Alzheimer's Disease
 

Dementia and Alzheimer's Disease

From near-obscurity only a generation ago, Alzheimer's disease is now probably, after cancer, the most feared disease of old age.

Alzheimer's has been chillingly described as an affliction whose victims suffer the loss of qualities that define human existence.

Once considered a rare disorder, it is now known to be the most common type of senile dementia, defined as physical damage to the brain in old age that results in major changes to reasoning, memory, personality and behavior.

Until recently, the only way to distinguish Alzheimer's from other types of dementia was by post-mortem examination of the brain.
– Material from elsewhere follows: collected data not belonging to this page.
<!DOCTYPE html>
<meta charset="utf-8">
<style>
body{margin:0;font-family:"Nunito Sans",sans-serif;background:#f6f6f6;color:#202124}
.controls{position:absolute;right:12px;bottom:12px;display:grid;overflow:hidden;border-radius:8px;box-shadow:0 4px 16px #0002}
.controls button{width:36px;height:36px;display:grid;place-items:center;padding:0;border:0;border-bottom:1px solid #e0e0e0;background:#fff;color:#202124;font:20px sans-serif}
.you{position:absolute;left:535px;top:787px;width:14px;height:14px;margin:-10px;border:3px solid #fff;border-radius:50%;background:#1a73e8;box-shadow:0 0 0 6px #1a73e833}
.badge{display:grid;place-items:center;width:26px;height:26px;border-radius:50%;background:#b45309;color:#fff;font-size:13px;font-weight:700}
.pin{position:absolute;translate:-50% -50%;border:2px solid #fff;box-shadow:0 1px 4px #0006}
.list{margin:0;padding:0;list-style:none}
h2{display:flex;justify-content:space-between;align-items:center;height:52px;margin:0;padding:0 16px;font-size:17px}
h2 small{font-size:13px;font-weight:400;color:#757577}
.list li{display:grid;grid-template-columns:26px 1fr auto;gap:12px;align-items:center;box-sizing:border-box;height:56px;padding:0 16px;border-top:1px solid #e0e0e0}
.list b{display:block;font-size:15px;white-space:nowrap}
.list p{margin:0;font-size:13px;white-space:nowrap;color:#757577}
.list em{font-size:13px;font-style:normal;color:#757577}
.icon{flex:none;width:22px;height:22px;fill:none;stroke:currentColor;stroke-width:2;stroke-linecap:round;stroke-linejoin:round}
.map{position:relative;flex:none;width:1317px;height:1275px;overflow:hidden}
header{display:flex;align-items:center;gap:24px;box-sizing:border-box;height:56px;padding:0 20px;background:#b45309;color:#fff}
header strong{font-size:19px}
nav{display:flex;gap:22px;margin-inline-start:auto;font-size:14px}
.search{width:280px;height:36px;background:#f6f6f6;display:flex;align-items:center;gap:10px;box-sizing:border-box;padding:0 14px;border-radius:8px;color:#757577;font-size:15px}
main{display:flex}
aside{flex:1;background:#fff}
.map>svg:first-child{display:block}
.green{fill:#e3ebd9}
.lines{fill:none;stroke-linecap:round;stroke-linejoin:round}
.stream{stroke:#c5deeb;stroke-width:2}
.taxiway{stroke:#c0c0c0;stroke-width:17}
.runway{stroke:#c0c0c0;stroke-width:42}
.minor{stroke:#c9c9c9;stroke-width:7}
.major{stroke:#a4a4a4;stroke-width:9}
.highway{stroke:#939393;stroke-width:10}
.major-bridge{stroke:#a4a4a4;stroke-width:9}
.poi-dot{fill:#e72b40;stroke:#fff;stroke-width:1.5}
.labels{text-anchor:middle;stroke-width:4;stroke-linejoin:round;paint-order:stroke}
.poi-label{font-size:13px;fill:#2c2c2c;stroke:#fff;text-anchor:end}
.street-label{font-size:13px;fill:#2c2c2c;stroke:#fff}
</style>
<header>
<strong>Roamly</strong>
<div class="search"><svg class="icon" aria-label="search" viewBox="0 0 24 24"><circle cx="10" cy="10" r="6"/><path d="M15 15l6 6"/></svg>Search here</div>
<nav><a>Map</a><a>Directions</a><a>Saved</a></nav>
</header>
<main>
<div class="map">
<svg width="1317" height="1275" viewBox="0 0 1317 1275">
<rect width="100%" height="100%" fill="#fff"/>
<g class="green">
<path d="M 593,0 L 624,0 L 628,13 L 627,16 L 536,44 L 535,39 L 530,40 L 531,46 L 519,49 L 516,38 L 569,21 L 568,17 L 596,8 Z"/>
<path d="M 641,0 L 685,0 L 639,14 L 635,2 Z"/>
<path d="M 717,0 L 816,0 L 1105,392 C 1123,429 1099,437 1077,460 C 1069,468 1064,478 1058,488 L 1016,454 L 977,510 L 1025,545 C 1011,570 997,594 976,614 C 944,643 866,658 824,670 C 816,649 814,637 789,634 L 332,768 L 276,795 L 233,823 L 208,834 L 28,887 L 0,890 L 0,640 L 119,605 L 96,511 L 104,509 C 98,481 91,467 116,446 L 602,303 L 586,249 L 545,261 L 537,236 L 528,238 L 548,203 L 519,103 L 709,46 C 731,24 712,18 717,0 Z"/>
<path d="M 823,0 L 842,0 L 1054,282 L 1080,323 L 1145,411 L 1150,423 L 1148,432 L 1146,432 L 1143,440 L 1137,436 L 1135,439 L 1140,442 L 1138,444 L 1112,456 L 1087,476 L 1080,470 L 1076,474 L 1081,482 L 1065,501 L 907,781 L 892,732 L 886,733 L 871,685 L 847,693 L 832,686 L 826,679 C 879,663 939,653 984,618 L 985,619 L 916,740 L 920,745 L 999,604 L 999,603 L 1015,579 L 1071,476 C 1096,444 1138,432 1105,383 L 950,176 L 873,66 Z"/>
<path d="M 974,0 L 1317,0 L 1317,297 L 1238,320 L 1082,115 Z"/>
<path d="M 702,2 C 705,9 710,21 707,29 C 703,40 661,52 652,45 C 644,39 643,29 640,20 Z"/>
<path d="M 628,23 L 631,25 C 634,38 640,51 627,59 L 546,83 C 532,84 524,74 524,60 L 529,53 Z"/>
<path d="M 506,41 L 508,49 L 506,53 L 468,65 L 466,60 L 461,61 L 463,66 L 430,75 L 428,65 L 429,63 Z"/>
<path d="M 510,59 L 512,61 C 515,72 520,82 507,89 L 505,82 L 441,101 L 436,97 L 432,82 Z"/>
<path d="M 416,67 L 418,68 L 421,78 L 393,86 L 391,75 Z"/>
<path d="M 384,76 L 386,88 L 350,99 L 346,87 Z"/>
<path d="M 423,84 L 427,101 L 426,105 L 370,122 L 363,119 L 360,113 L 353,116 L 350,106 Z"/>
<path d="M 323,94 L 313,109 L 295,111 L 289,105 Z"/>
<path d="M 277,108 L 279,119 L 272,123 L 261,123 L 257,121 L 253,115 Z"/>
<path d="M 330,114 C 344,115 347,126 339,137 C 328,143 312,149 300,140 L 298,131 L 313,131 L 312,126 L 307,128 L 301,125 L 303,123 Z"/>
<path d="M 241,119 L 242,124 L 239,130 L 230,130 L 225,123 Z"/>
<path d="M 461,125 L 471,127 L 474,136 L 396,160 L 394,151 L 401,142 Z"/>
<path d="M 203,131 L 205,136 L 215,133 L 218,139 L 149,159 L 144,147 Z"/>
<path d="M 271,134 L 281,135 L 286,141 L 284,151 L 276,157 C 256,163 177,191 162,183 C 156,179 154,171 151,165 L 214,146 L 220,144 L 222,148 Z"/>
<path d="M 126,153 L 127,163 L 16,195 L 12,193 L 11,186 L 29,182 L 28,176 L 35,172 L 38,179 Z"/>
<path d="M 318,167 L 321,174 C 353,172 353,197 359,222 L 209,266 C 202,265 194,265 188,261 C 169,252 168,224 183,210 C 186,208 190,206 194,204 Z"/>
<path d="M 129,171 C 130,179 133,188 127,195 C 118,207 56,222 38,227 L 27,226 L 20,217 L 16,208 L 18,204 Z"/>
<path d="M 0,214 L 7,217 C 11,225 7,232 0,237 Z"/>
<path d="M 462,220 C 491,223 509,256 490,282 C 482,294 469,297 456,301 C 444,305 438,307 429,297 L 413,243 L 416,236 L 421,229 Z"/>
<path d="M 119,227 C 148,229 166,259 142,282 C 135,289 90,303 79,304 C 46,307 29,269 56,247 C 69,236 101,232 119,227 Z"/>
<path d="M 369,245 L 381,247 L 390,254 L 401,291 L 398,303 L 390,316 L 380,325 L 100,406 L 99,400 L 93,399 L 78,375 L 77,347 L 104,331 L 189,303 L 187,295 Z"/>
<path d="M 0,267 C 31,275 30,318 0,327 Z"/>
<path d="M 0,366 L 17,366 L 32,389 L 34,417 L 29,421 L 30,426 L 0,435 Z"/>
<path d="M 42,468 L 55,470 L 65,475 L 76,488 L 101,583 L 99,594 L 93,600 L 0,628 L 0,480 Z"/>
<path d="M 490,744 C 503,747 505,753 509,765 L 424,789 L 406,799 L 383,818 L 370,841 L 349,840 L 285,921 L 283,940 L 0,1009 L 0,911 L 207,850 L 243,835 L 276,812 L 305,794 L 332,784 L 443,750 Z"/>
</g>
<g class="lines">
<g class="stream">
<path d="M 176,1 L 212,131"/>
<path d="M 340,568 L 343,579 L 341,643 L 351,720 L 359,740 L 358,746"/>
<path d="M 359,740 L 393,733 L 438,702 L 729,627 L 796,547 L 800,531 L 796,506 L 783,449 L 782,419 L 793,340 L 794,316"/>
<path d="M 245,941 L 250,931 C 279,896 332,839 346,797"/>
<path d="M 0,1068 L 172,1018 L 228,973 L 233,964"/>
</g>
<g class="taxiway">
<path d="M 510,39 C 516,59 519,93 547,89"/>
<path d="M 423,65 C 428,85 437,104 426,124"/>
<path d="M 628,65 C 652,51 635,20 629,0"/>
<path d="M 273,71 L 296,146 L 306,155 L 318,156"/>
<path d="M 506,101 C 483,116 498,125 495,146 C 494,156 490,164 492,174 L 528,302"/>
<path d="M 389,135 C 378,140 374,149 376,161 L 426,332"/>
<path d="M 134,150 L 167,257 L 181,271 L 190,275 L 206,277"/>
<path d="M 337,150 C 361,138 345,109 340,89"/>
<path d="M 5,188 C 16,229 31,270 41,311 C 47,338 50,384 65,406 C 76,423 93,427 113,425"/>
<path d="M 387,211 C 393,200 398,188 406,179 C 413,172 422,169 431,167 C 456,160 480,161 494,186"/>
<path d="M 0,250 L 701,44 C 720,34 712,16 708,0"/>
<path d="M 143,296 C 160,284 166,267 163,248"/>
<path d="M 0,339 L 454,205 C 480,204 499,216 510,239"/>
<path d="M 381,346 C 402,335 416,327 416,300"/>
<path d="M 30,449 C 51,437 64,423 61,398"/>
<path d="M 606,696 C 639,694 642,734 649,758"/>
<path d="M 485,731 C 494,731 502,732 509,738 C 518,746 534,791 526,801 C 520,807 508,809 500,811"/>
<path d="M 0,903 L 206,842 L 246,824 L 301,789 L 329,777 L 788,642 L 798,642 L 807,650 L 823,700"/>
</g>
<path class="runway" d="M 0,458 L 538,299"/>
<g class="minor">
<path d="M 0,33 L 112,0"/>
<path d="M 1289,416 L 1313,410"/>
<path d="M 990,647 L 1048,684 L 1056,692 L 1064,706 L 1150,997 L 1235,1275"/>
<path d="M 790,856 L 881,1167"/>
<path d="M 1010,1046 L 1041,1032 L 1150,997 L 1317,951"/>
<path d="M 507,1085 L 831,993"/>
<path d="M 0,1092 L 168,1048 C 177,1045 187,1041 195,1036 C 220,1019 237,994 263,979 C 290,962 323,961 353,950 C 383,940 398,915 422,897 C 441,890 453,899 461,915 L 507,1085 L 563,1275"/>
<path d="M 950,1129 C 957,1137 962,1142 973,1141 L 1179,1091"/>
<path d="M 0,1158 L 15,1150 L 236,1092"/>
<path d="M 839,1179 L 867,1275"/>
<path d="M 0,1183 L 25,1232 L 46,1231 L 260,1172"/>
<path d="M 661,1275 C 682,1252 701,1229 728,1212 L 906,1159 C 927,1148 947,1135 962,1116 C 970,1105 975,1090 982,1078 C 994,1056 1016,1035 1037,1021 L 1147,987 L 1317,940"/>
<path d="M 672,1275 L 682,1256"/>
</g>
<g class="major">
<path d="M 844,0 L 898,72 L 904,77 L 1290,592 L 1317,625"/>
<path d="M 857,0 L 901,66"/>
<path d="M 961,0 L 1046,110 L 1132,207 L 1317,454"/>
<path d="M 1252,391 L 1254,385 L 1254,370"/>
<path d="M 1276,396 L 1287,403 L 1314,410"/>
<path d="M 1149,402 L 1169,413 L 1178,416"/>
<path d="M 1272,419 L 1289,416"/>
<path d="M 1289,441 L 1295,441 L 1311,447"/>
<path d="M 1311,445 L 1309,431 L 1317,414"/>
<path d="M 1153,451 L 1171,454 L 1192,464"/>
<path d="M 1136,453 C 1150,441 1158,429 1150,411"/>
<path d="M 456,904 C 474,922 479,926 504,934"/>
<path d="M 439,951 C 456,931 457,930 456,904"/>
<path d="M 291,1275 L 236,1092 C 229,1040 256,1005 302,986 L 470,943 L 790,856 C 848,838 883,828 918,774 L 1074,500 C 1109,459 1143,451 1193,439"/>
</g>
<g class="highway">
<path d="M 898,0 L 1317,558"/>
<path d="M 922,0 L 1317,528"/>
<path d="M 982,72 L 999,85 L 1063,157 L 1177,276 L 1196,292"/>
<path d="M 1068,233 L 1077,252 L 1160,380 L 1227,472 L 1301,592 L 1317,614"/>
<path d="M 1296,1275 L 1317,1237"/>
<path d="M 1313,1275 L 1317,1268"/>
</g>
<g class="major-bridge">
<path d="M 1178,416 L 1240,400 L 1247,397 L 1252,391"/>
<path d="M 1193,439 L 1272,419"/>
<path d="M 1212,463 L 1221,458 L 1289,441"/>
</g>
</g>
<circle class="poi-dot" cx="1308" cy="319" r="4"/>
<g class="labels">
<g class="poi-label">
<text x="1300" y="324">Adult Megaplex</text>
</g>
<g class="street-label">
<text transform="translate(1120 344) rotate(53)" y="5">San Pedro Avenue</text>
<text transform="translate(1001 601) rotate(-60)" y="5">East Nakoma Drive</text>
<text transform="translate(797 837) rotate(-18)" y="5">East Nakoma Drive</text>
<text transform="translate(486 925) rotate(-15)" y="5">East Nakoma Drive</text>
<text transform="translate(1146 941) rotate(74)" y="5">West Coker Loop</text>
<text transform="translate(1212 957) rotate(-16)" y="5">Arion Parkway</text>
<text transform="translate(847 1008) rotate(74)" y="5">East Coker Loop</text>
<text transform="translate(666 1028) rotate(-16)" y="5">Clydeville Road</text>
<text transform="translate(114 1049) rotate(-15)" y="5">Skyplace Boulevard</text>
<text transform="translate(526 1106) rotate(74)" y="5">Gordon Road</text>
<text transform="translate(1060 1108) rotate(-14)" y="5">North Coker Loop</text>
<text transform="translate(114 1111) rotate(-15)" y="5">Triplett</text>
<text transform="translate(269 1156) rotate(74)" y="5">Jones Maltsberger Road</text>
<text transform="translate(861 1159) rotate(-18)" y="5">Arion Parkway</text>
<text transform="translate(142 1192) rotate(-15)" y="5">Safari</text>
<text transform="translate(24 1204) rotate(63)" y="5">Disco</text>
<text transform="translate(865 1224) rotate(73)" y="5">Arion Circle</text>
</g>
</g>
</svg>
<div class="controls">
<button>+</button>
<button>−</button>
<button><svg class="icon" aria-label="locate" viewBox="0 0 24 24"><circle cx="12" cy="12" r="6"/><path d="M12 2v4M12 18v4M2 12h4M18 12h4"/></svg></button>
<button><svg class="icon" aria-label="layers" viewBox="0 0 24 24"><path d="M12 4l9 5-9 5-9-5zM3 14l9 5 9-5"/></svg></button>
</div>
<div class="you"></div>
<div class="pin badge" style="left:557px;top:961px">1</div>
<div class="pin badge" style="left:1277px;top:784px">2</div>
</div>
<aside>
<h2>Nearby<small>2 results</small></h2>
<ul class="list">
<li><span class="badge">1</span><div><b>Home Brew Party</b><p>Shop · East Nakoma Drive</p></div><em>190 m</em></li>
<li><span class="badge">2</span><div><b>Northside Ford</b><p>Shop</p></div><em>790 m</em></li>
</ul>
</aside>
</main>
A typical AD brain is found to be partly atrophied; with the brain cells clumped together in what are called 'neurofibrillary tangles' or 'plaques'.

The second major type of dementia is vascular dementia, where the interruption of the brain's blood supply, usually due to 'mini-strokes', causes brain cells to die.

These two main types of dementia can now sometimes be distinguished from each other by brain scans using either magnetic resonance imaging (MRI) or positron-emission tomography (PET).

Senile dementia is not as inevitable as many people might imagine: between 25 and 50 per cent of individuals over 85 are spared it. Nevertheless, dementia is on the increase, so the drug companies claim, because of the simple fact that we're all living longer. It is believed to be incurable.